**TO DO:**
What lines in the listing below hold the string "secondary"? Please copy them out.

○ ○ ○

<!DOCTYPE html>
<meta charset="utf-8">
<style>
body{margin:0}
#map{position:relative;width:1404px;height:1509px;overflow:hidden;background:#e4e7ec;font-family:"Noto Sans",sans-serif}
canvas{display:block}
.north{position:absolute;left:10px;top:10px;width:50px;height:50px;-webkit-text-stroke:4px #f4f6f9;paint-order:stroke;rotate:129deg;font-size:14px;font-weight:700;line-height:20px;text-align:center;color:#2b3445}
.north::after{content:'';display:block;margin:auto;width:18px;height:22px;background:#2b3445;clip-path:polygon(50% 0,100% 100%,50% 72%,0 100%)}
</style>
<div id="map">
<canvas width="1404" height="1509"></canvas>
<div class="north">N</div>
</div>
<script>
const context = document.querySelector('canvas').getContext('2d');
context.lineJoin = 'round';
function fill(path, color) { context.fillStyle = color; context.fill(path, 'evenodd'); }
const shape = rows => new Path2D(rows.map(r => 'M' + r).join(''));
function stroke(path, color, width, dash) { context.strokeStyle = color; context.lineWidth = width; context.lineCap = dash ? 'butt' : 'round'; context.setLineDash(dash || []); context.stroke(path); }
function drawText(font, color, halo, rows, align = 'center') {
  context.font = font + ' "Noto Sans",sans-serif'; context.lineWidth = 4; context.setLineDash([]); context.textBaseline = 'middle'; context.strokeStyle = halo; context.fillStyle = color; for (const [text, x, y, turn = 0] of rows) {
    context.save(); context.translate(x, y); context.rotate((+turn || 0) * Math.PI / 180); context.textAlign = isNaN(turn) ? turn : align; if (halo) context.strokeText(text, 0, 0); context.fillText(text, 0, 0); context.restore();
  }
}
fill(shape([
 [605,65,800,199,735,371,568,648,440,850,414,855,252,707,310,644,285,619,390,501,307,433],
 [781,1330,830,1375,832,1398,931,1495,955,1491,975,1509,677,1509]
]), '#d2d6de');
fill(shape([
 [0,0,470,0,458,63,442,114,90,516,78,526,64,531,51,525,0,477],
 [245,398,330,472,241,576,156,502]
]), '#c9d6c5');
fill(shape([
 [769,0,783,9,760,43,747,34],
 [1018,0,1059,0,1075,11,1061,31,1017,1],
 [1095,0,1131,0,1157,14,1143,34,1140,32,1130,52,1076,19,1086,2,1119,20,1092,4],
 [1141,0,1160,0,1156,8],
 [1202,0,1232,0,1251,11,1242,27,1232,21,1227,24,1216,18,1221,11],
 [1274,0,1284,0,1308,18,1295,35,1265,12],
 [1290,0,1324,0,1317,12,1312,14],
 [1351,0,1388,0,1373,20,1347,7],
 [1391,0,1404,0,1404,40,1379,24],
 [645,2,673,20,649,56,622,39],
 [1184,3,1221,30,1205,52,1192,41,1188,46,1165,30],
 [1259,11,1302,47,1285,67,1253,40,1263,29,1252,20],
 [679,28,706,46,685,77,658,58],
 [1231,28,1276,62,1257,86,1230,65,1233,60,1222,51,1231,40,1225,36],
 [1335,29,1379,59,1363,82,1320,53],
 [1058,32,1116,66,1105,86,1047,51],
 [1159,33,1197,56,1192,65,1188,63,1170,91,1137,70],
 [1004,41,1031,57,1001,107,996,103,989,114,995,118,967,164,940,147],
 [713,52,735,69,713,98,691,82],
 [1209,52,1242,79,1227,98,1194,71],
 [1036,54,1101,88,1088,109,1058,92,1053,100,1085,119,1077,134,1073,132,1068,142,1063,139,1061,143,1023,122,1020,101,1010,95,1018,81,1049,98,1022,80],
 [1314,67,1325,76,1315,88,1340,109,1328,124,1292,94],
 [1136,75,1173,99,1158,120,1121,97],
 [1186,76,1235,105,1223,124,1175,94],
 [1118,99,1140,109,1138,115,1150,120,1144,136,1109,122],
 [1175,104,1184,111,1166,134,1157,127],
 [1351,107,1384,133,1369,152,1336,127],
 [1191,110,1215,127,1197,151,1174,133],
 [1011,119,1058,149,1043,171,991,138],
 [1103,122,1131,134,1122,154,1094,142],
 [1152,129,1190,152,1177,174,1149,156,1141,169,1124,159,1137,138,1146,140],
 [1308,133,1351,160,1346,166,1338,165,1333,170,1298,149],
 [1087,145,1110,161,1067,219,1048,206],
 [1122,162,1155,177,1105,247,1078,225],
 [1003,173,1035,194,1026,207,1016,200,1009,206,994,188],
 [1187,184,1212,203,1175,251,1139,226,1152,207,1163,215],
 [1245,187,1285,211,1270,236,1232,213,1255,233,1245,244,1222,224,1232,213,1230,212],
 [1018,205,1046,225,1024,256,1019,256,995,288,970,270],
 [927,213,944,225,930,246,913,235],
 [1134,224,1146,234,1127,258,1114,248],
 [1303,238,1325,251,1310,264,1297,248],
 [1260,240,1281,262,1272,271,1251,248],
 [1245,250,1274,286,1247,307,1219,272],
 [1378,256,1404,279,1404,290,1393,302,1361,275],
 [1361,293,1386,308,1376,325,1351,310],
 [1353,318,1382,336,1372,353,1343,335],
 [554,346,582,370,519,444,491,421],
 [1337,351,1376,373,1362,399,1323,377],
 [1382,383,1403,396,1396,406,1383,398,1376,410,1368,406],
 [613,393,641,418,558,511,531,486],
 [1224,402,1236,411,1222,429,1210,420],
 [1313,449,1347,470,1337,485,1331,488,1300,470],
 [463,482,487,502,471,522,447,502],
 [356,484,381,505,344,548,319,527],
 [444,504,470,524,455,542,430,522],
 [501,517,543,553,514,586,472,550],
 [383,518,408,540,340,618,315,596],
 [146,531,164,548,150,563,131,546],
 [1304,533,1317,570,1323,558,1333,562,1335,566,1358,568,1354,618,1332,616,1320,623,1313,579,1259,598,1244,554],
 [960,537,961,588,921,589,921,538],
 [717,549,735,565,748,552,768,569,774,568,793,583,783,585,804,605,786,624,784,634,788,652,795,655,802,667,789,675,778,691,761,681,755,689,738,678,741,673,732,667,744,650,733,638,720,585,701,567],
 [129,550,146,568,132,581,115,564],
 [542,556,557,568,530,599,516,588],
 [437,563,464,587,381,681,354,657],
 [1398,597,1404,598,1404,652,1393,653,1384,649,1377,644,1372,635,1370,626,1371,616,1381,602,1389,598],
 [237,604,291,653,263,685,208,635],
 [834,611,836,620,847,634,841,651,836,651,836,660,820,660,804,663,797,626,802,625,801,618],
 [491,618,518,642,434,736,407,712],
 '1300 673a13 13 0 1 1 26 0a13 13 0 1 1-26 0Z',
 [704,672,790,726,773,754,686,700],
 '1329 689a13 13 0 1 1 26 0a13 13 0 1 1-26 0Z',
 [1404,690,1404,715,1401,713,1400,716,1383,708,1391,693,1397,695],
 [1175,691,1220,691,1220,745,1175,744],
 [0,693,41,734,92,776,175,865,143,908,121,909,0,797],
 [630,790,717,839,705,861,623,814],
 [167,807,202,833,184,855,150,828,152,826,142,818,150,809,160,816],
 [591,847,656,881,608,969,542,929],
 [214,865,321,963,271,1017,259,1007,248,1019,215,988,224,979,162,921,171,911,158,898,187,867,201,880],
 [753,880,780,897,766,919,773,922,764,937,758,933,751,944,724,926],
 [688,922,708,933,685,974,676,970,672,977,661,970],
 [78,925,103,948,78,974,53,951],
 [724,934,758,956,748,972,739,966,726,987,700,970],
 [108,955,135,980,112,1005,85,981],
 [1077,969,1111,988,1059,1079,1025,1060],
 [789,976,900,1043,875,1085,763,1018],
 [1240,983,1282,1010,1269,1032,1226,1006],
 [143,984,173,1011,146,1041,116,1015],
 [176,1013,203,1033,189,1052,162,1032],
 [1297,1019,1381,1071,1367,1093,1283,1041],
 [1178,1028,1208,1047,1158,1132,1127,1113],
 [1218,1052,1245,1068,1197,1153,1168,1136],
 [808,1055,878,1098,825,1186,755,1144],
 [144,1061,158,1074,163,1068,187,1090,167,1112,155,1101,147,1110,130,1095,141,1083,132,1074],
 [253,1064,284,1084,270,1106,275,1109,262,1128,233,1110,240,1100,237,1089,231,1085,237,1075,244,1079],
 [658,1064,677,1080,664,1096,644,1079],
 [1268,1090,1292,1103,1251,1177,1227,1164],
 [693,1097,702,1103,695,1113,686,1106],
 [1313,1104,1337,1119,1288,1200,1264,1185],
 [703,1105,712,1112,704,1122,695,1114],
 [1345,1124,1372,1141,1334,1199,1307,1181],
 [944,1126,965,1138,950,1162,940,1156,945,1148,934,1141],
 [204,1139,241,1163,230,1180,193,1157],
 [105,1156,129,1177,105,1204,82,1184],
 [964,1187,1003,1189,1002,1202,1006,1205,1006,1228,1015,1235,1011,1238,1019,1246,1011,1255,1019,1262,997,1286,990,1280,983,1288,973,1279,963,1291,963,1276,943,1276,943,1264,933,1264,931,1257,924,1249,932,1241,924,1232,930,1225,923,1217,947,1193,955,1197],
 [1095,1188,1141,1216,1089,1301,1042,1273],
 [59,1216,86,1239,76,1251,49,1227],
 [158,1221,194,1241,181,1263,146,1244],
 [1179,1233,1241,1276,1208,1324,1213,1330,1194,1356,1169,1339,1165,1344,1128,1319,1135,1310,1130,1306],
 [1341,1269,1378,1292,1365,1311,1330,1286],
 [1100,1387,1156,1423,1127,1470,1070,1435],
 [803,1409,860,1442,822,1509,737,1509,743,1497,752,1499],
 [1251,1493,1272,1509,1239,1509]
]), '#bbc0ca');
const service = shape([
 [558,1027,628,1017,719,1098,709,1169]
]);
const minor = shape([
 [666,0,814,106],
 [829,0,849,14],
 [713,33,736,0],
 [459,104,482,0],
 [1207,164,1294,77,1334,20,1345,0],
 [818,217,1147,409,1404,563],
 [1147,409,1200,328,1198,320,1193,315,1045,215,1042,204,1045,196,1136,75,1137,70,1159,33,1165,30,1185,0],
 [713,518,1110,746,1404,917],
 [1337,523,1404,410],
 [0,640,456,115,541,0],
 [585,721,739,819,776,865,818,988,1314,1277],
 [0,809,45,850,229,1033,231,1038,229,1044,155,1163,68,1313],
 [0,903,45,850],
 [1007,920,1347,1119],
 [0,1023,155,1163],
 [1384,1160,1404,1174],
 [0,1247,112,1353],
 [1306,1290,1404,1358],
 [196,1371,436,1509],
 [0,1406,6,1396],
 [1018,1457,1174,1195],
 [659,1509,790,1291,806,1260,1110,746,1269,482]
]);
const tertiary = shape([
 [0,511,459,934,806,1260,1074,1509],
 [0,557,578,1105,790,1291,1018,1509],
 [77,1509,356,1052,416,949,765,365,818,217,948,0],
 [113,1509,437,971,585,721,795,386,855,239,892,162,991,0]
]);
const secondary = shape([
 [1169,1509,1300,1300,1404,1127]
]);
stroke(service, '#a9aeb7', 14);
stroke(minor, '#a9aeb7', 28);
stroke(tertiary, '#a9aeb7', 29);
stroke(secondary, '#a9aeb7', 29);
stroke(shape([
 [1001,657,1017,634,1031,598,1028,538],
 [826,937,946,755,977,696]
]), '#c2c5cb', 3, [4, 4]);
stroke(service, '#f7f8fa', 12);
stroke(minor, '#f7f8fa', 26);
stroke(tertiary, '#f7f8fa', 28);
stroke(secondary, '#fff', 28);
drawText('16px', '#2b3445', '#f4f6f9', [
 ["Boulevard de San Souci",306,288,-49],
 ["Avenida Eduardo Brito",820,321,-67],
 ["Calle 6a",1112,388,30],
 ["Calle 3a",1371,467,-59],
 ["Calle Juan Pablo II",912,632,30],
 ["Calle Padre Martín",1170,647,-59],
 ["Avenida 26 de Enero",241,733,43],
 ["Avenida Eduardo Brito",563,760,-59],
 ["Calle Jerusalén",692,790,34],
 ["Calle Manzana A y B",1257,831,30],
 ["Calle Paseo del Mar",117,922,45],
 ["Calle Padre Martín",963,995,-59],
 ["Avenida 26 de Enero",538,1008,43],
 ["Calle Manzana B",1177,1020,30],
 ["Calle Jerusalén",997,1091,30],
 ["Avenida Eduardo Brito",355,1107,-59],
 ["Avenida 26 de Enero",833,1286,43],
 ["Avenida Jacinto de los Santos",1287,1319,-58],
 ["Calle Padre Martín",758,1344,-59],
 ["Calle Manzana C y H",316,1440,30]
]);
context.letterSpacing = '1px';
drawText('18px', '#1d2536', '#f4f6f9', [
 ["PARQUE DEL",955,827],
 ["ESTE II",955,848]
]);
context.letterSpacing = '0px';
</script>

○ ○ ○

**WRITTEN RESPONSE:**
const secondary = shape([
stroke(secondary, '#a9aeb7', 29);
stroke(secondary, '#fff', 28);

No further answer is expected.